### What you will do:
Search the data for the string "bounding" and gather each line it is in.

### Records provided:

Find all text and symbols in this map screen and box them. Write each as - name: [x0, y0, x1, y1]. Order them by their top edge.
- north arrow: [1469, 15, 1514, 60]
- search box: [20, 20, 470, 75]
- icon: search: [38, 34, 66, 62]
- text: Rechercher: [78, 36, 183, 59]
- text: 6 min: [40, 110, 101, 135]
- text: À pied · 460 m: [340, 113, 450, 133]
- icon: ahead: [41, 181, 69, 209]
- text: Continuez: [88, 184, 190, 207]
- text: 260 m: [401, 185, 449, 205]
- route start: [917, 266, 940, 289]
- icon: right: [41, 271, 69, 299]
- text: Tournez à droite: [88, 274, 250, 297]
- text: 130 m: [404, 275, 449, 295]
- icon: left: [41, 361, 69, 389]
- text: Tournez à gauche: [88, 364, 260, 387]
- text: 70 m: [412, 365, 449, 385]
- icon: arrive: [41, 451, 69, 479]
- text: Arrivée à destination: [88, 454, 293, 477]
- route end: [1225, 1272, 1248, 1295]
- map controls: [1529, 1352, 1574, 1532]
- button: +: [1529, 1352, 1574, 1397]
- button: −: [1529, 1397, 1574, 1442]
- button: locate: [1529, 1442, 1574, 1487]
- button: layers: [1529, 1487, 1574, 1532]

---

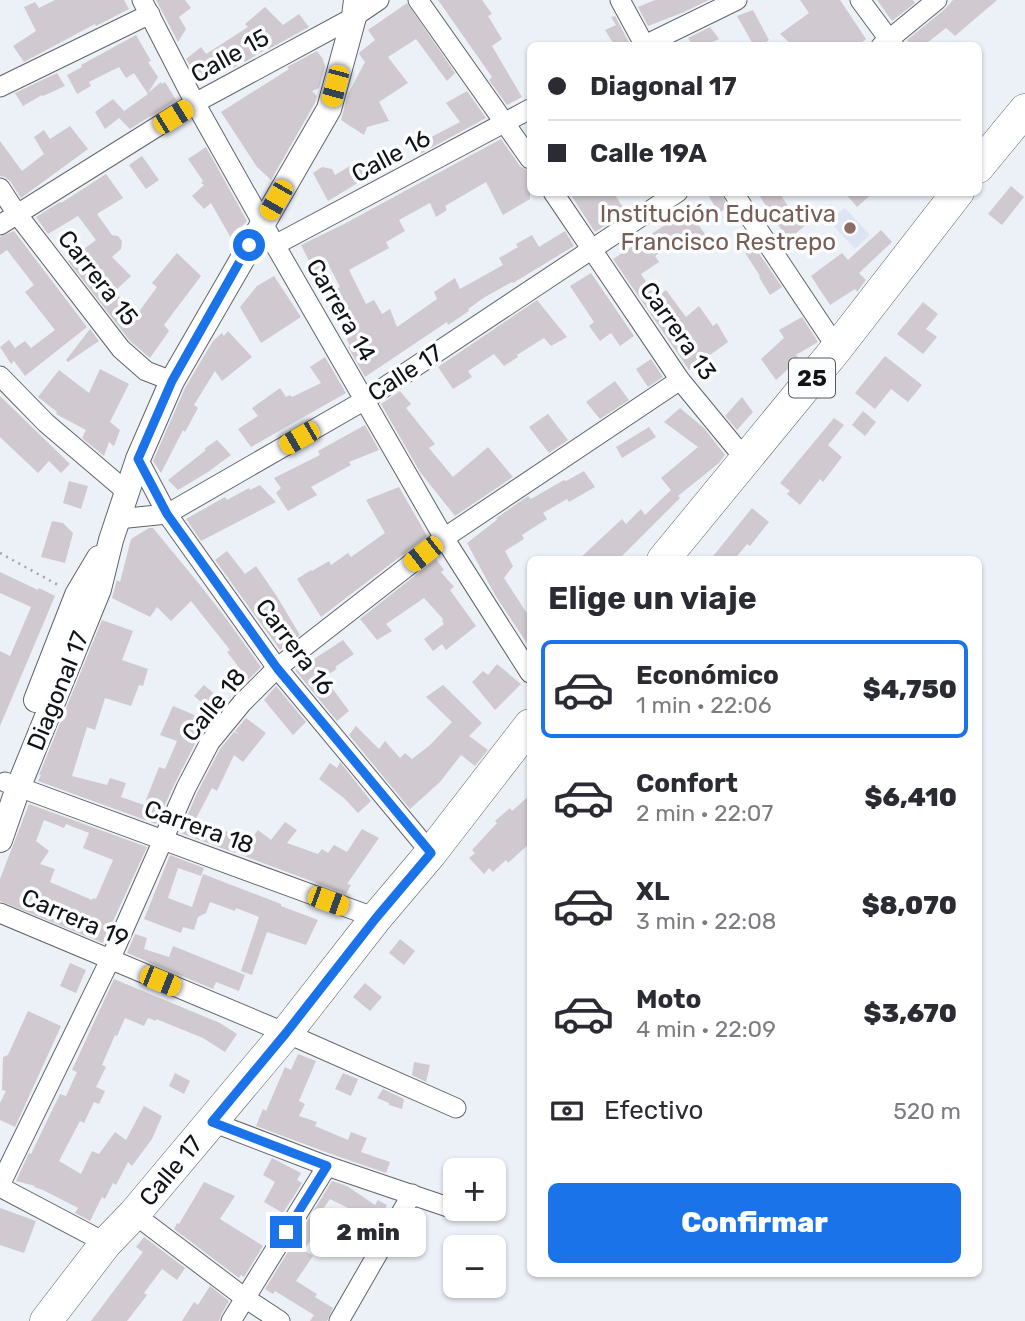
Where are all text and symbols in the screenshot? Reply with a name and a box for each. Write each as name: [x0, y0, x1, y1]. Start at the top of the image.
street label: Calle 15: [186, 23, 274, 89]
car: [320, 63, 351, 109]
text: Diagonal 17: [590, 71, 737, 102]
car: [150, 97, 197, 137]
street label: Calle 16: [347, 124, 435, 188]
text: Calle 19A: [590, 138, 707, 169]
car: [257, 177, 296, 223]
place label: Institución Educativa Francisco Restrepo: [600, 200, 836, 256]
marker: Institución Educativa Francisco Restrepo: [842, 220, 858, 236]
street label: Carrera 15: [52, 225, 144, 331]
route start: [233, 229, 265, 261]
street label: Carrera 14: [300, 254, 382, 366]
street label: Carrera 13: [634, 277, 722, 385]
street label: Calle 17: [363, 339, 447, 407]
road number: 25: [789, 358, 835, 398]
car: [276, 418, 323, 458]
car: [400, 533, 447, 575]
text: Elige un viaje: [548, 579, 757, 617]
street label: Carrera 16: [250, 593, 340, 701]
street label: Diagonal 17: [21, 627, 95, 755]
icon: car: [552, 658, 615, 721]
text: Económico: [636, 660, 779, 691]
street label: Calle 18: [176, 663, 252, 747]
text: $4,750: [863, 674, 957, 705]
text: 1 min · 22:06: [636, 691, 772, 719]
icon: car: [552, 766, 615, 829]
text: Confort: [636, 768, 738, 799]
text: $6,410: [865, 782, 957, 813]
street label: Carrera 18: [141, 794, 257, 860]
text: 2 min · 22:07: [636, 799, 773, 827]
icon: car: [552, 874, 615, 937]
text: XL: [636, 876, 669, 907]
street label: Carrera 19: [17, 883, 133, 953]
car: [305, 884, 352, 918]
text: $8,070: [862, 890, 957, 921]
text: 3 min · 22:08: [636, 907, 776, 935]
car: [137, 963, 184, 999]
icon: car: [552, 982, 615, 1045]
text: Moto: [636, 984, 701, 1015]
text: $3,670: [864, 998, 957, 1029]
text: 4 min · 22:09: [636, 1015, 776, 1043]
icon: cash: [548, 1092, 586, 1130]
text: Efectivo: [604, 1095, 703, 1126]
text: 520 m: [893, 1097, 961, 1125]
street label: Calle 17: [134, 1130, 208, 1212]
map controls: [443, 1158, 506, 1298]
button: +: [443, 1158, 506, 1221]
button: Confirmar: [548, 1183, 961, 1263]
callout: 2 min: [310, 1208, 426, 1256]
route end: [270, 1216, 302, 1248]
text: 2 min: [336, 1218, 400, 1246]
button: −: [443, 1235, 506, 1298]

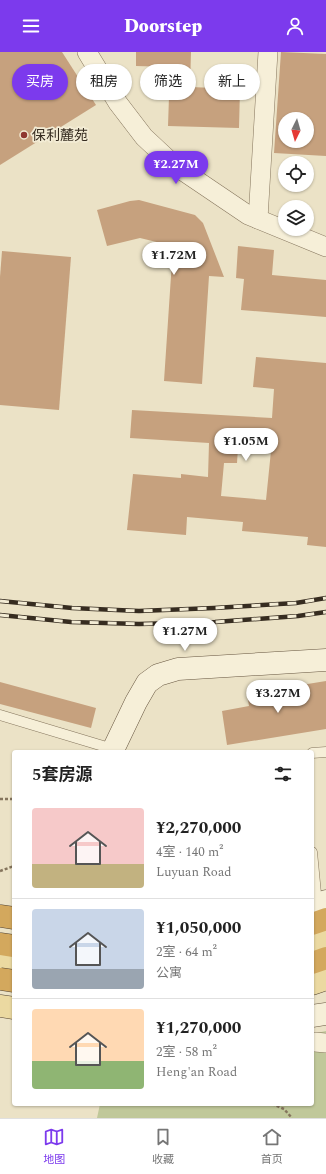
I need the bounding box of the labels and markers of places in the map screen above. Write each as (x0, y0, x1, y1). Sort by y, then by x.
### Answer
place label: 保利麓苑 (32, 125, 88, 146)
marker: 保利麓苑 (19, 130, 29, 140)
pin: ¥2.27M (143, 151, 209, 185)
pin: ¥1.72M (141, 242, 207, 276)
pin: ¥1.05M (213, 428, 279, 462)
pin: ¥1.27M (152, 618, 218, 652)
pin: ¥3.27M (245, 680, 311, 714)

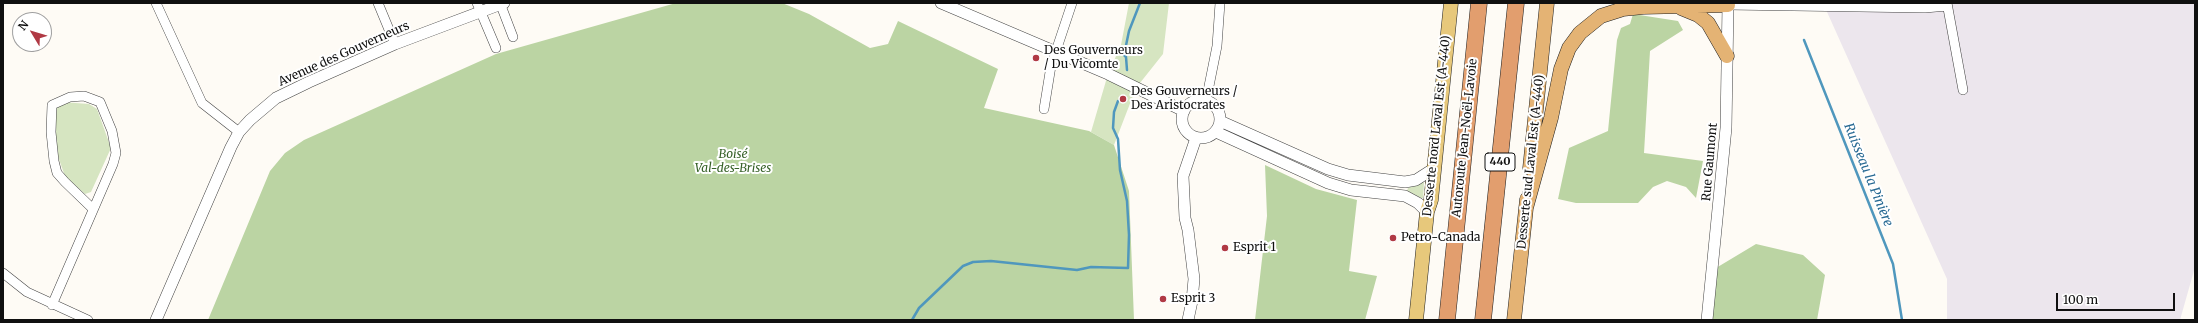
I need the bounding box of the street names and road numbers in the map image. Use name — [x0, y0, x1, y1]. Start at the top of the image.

### Response area:
I need the bounding box of the labels and markers of places in the map screen above. Write each as (x0, y0, x1, y1). Sort by y, then by x.
I need the bounding box of the street names and road numbers in the map image. Use name — [x0, y0, x1, y1]. Start at the top of the image.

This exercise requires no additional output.